> **PROBLEM TO WORK ON**
Every line below that carries the word "compass" needs to be copied.
[[ PROVIDED RECORDS, beginning ]]
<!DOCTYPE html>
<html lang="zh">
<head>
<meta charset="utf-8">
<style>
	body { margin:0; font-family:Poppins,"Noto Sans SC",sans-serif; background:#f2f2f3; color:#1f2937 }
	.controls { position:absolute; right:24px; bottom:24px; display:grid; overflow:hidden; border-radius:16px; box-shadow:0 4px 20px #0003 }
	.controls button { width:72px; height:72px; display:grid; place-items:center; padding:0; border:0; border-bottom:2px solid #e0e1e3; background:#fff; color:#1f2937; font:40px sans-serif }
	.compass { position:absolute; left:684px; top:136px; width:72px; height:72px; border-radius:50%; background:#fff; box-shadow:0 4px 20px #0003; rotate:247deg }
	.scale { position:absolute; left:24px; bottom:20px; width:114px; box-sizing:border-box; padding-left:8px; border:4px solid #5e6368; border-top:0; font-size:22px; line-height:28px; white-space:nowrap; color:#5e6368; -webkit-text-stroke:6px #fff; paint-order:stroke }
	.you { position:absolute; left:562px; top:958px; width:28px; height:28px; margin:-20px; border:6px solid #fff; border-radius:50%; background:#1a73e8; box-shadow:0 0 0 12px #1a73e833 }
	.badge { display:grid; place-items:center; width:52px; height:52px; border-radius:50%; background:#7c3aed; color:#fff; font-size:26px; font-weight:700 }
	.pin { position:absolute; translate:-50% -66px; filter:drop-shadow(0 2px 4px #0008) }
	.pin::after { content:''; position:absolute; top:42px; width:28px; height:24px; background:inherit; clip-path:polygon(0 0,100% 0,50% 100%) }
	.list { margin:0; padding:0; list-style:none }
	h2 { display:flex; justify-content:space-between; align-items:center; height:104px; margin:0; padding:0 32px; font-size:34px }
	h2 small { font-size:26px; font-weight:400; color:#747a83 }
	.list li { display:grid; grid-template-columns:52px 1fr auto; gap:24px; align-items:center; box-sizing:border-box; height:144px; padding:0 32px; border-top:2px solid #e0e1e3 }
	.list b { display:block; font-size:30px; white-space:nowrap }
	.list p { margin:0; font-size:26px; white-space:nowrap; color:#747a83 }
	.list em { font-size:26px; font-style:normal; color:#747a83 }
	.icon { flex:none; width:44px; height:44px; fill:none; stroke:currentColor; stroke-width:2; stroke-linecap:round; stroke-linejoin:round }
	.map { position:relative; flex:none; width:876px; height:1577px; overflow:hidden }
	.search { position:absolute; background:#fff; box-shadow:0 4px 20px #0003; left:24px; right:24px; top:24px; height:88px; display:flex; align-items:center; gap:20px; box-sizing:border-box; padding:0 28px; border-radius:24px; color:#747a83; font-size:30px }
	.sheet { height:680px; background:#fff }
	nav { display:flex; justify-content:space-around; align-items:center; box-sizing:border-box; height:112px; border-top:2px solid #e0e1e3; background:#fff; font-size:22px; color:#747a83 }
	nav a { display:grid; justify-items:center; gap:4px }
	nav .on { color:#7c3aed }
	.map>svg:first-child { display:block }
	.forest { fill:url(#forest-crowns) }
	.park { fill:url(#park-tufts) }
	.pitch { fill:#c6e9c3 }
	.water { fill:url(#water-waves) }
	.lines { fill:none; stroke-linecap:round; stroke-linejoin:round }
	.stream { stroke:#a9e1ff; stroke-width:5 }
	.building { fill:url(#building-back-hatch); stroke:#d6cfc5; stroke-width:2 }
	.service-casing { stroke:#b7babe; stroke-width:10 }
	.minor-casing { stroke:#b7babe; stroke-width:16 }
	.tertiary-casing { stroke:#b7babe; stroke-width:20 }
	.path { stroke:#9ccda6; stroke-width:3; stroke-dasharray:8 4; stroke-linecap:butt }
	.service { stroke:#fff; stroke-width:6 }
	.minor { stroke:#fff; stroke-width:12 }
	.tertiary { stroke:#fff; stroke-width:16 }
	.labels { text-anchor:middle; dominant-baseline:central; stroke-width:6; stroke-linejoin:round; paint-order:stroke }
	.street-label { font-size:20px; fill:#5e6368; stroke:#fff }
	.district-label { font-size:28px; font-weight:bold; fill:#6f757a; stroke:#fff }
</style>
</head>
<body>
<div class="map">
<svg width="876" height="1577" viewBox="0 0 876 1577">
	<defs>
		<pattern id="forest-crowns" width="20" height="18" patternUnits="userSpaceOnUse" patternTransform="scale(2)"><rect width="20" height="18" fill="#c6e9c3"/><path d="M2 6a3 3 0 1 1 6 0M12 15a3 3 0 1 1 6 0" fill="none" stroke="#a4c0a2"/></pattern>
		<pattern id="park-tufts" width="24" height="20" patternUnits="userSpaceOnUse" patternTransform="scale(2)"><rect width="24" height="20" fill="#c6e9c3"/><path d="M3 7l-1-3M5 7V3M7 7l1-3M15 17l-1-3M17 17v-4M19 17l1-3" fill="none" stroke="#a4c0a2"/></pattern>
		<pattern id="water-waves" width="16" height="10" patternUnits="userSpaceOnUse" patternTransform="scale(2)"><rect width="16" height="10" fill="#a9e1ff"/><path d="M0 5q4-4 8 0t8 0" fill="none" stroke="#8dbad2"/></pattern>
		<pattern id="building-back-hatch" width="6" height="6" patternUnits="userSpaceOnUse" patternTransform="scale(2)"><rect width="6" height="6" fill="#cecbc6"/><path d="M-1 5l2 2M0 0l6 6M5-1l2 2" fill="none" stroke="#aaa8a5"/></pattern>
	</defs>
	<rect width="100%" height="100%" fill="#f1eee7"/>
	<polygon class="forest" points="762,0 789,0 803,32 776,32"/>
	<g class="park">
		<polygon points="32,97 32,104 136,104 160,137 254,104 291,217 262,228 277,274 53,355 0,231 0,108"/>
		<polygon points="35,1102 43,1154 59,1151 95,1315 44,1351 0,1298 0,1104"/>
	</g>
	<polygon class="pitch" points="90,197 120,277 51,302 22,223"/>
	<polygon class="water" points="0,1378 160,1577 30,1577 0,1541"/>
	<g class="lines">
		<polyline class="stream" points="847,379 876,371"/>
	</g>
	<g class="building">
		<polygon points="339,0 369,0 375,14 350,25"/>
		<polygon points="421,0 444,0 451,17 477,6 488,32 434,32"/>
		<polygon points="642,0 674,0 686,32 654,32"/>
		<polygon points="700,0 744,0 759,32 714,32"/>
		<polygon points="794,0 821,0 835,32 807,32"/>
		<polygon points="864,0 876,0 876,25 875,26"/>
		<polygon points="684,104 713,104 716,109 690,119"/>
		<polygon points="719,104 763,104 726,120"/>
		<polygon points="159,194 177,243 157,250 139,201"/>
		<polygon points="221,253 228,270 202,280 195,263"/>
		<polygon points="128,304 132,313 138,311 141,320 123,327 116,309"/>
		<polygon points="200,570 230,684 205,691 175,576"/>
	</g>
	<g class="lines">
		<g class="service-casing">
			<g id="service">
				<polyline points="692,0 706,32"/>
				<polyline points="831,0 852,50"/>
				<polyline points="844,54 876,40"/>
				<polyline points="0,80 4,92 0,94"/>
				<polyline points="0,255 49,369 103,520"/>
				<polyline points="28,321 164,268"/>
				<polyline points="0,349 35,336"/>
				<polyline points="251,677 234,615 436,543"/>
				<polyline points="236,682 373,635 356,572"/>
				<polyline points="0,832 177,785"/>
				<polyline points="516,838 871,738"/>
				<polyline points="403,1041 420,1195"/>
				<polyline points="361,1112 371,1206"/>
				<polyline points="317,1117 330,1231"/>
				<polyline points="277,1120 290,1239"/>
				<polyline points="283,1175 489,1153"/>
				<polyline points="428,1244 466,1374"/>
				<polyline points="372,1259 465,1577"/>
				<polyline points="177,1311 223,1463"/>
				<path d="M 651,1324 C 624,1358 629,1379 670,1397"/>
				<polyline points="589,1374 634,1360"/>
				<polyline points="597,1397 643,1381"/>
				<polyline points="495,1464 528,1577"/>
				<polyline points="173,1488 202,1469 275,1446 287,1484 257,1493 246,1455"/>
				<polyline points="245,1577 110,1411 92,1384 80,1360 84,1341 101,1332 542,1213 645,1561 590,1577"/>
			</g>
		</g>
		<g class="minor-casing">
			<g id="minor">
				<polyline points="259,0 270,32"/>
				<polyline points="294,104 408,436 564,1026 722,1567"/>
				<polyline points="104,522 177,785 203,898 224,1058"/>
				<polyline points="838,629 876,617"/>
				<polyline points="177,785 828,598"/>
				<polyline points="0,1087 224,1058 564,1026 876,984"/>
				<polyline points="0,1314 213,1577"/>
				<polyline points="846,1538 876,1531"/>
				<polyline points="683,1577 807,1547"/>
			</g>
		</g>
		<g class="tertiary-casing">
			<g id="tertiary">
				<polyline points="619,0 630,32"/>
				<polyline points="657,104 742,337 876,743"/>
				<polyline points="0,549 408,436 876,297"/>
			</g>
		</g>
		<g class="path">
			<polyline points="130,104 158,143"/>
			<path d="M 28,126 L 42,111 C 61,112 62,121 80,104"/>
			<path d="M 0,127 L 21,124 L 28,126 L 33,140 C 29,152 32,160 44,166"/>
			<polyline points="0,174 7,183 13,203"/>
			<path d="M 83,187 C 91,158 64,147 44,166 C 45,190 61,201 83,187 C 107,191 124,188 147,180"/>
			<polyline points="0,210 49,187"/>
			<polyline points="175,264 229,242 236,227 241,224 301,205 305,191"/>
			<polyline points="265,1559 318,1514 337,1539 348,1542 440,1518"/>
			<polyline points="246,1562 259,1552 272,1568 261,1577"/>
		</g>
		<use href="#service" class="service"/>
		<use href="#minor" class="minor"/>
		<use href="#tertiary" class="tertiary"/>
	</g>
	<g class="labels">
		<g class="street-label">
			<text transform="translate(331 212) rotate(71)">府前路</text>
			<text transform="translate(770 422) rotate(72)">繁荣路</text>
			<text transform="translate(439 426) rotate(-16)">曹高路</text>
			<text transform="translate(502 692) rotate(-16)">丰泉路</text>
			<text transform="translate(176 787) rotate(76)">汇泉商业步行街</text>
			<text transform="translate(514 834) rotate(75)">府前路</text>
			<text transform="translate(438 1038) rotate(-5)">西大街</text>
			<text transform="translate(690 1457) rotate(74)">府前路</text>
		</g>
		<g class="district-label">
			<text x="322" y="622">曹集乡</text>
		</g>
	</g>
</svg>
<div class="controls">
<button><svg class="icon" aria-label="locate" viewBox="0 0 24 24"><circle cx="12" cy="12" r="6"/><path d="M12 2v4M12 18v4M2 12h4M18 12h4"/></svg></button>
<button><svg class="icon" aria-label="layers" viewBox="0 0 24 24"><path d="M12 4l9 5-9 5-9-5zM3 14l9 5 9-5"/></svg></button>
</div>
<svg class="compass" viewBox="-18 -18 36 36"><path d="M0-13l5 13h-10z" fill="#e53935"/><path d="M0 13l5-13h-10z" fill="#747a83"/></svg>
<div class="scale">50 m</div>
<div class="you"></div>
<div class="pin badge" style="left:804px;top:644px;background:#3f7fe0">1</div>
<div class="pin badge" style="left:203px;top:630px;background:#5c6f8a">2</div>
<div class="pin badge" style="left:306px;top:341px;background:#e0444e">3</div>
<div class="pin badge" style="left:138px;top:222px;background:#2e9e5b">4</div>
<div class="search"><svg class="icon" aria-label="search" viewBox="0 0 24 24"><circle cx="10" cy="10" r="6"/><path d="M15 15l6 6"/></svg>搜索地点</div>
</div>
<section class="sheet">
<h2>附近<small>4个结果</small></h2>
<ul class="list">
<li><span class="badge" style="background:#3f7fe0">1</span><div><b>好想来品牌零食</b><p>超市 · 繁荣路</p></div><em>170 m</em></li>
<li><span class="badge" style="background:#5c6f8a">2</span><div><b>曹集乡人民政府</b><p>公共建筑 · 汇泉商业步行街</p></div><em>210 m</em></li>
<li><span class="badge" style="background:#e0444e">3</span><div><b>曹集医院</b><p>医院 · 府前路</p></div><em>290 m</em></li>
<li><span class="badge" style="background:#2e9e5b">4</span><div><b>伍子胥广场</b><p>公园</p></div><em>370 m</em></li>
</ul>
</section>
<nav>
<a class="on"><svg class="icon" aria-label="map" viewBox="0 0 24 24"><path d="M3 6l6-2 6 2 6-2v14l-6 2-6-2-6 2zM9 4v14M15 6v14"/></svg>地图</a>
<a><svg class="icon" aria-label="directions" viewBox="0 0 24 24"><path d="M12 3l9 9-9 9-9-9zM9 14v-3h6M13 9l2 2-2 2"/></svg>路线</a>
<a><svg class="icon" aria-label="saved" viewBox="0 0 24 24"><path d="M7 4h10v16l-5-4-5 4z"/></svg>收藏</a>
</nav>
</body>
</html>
[[ PROVIDED RECORDS, end ]]
> **ANSWER TO THIS EXERCISE**
	.compass { position:absolute; left:684px; top:136px; width:72px; height:72px; border-radius:50%; background:#fff; box-shadow:0 4px 20px #0003; rotate:247deg }
<svg class="compass" viewBox="-18 -18 36 36"><path d="M0-13l5 13h-10z" fill="#e53935"/><path d="M0 13l5-13h-10z" fill="#747a83"/></svg>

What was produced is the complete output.